International | Where you sit and where you stand

Parliaments get facelifts; but it is politics that really needs one

Renovations give parliamentarians an opportunity to shore up democracy. Will they take it?

|BANGKOK AND OTTAWA

BRITAIN’S MPs were debating tax reform in April when water from a broken pipe started pouring into the House of Commons. This was unsurprising. The Palace of Westminster, a mostly neo-Gothic building that was completed in 1870, had for years endured rusty plumbing, crumbling stonework and sparking electrics. MPs gamely continued the debate. But Justin Madders, a Labour MP, saw in the deluge a symbol, suggesting how “many people view Parliament as broken”.

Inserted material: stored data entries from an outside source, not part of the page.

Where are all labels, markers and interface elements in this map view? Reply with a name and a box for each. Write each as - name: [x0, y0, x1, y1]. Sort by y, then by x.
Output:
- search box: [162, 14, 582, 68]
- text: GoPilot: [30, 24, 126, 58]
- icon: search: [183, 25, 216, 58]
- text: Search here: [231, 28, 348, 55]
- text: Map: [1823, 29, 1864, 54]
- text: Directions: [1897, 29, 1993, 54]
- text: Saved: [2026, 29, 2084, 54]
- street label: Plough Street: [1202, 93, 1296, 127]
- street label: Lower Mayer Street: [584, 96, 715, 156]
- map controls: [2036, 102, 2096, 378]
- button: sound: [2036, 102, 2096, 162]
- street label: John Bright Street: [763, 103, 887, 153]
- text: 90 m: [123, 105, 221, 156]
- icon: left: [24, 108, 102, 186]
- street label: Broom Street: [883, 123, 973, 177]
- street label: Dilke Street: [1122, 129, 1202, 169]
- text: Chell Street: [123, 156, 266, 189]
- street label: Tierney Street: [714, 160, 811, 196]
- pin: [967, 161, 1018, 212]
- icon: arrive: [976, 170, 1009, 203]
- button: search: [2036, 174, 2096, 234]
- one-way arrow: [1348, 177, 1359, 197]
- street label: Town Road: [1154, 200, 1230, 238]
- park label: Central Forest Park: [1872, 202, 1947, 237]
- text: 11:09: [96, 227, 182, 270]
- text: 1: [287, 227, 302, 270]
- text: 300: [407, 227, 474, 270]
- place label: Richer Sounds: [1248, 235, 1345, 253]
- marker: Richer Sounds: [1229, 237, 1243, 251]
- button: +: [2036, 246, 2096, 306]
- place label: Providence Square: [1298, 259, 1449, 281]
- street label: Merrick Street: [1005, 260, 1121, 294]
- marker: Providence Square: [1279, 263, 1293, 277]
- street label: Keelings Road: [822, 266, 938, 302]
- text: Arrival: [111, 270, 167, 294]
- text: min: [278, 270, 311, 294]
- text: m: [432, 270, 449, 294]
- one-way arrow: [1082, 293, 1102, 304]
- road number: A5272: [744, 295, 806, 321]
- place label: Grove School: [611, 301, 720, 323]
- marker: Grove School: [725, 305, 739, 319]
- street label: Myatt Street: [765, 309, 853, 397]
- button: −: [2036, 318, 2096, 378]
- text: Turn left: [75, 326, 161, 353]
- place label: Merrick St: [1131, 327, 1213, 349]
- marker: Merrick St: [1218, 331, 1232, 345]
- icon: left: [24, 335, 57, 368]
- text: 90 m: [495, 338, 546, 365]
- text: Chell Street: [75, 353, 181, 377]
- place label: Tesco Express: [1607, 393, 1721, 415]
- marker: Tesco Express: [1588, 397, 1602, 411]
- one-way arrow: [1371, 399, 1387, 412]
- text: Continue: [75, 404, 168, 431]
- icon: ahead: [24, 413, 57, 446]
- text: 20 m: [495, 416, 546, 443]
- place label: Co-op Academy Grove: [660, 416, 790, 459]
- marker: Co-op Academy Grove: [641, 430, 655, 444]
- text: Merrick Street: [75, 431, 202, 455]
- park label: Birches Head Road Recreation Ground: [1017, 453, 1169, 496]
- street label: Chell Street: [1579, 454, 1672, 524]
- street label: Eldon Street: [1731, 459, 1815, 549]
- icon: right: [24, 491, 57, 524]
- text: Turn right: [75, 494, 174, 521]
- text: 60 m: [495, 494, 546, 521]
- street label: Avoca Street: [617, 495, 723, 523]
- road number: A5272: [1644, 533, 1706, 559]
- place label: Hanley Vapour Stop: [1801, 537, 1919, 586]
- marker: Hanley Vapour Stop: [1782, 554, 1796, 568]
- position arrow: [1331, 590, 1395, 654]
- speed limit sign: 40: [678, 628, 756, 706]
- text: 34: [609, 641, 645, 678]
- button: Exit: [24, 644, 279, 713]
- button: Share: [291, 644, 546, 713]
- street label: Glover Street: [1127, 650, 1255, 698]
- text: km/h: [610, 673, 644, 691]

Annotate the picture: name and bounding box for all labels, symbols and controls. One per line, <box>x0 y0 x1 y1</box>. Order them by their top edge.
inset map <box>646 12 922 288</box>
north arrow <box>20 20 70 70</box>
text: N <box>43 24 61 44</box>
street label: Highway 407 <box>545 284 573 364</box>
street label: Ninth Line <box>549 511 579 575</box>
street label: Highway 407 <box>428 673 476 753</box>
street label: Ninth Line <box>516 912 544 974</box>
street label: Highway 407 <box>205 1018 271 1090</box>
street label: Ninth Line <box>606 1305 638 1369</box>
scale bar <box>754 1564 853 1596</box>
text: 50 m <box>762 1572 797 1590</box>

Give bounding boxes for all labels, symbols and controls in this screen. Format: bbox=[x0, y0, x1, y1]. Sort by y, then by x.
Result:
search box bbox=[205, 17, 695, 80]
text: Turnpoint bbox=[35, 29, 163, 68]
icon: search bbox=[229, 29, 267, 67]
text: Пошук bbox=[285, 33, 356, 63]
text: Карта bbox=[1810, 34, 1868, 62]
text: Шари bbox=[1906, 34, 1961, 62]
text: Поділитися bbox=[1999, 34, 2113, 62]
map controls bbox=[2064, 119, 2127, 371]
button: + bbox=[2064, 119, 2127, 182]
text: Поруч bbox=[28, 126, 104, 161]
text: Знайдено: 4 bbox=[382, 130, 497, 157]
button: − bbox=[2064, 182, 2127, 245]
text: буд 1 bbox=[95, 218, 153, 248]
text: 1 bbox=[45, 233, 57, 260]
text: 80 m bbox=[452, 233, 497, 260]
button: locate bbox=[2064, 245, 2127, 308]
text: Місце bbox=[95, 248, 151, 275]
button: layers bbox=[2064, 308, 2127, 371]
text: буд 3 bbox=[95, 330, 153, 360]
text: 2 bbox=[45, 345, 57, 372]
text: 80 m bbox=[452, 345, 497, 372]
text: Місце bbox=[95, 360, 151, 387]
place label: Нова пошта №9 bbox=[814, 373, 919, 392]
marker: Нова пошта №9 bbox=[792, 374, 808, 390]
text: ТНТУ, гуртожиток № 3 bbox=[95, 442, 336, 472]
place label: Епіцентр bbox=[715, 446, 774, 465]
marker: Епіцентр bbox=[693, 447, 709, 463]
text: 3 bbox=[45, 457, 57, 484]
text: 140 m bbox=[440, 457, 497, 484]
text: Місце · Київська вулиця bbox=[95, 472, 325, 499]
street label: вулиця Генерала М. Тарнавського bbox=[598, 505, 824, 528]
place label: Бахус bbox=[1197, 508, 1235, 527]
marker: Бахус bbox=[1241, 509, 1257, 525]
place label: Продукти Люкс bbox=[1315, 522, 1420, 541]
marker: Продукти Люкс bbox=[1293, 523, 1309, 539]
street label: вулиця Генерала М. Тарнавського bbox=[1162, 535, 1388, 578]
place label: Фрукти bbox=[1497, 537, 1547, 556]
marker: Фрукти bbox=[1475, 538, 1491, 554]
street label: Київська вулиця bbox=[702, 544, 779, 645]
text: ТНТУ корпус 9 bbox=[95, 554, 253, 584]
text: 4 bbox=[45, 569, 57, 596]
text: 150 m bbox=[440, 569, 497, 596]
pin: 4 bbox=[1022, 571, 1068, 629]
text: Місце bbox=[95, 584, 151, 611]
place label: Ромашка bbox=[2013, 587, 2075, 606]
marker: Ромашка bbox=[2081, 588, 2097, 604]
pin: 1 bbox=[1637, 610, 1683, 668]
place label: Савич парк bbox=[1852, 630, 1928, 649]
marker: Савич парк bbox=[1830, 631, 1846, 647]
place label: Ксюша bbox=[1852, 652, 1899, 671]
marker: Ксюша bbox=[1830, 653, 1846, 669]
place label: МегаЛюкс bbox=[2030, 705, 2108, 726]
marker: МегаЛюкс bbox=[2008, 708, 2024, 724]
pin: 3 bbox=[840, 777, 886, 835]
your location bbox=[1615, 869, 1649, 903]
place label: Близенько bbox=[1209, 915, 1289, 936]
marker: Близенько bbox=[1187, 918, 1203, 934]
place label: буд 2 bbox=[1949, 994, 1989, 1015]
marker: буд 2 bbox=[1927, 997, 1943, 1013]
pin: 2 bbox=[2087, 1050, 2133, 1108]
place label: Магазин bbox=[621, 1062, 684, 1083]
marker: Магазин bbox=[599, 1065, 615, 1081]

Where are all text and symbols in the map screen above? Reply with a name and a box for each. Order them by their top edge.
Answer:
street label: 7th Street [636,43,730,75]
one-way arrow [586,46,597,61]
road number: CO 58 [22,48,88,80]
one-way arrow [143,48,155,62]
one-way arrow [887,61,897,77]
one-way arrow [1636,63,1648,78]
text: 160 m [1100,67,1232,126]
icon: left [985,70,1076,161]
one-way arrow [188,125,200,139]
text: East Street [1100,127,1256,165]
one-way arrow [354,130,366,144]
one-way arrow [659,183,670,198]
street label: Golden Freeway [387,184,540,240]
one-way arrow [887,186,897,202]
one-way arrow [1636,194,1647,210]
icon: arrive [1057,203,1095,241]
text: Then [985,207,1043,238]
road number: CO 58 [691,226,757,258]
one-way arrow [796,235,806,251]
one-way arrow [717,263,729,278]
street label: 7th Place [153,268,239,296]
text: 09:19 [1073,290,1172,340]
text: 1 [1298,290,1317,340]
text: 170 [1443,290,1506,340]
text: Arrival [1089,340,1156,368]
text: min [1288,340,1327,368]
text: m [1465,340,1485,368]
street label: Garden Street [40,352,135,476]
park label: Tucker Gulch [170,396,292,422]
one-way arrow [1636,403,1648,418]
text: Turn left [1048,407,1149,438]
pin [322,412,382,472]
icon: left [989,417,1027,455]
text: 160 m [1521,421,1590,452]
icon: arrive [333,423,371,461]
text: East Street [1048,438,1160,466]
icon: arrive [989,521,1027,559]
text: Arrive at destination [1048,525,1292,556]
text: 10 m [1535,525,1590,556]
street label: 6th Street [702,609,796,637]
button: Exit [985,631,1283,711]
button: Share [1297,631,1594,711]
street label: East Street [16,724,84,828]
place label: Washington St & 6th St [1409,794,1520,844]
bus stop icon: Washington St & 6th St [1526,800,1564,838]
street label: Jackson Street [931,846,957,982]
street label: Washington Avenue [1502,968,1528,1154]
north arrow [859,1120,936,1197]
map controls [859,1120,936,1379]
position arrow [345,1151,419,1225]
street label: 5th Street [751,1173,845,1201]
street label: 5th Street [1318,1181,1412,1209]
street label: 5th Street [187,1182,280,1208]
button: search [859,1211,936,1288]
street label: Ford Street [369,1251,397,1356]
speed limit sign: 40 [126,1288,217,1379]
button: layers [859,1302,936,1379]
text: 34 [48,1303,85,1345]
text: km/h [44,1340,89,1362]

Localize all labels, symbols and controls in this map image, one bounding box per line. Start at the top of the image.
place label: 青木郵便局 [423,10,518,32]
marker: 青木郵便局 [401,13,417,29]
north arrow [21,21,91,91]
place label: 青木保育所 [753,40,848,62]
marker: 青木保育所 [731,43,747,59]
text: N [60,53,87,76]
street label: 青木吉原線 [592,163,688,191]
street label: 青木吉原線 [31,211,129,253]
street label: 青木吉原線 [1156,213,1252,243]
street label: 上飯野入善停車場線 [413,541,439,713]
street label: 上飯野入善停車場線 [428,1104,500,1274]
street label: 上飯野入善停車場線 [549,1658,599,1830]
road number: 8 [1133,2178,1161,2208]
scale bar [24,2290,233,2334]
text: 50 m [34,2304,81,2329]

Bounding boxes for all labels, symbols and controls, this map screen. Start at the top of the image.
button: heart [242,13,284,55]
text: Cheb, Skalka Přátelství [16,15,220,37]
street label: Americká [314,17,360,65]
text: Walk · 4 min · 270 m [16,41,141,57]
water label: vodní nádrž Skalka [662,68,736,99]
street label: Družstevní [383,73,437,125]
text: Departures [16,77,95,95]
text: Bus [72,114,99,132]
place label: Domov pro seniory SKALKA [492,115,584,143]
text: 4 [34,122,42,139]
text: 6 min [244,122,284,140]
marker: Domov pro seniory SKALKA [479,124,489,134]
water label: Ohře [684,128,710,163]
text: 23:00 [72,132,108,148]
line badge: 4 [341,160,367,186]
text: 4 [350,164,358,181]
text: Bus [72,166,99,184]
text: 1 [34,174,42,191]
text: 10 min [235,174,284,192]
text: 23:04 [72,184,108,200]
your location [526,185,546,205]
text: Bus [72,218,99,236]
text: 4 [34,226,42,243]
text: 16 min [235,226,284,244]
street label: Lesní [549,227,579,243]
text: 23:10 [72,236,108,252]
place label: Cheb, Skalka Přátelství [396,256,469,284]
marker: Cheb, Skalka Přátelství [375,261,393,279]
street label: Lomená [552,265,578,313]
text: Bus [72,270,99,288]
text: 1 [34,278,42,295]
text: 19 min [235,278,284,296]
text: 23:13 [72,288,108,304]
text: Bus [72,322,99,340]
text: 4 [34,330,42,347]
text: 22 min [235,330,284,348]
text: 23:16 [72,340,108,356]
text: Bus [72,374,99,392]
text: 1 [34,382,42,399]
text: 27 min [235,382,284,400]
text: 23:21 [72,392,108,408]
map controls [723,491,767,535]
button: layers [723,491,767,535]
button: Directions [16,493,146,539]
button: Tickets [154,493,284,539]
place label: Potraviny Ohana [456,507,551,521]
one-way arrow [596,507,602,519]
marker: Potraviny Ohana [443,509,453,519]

In a few years’ time MPs will have to relocate as the building is patched up, joining a long list of politicians in temporary digs. Earlier this year Canadian legislators moved out of the central parliamentary block for about ten years. Austrian MPs are meeting in the Hofburg Palace in Vienna while their building is renovated. Dutch politicians are preparing to vacate the 13th-century Binnenhof complex in the Hague. Parliamentarians in Egypt, Jamaica, Thailand and Uganda are all getting new homes.

This article appeared in the International section of the print edition under the headline "Better politics by design"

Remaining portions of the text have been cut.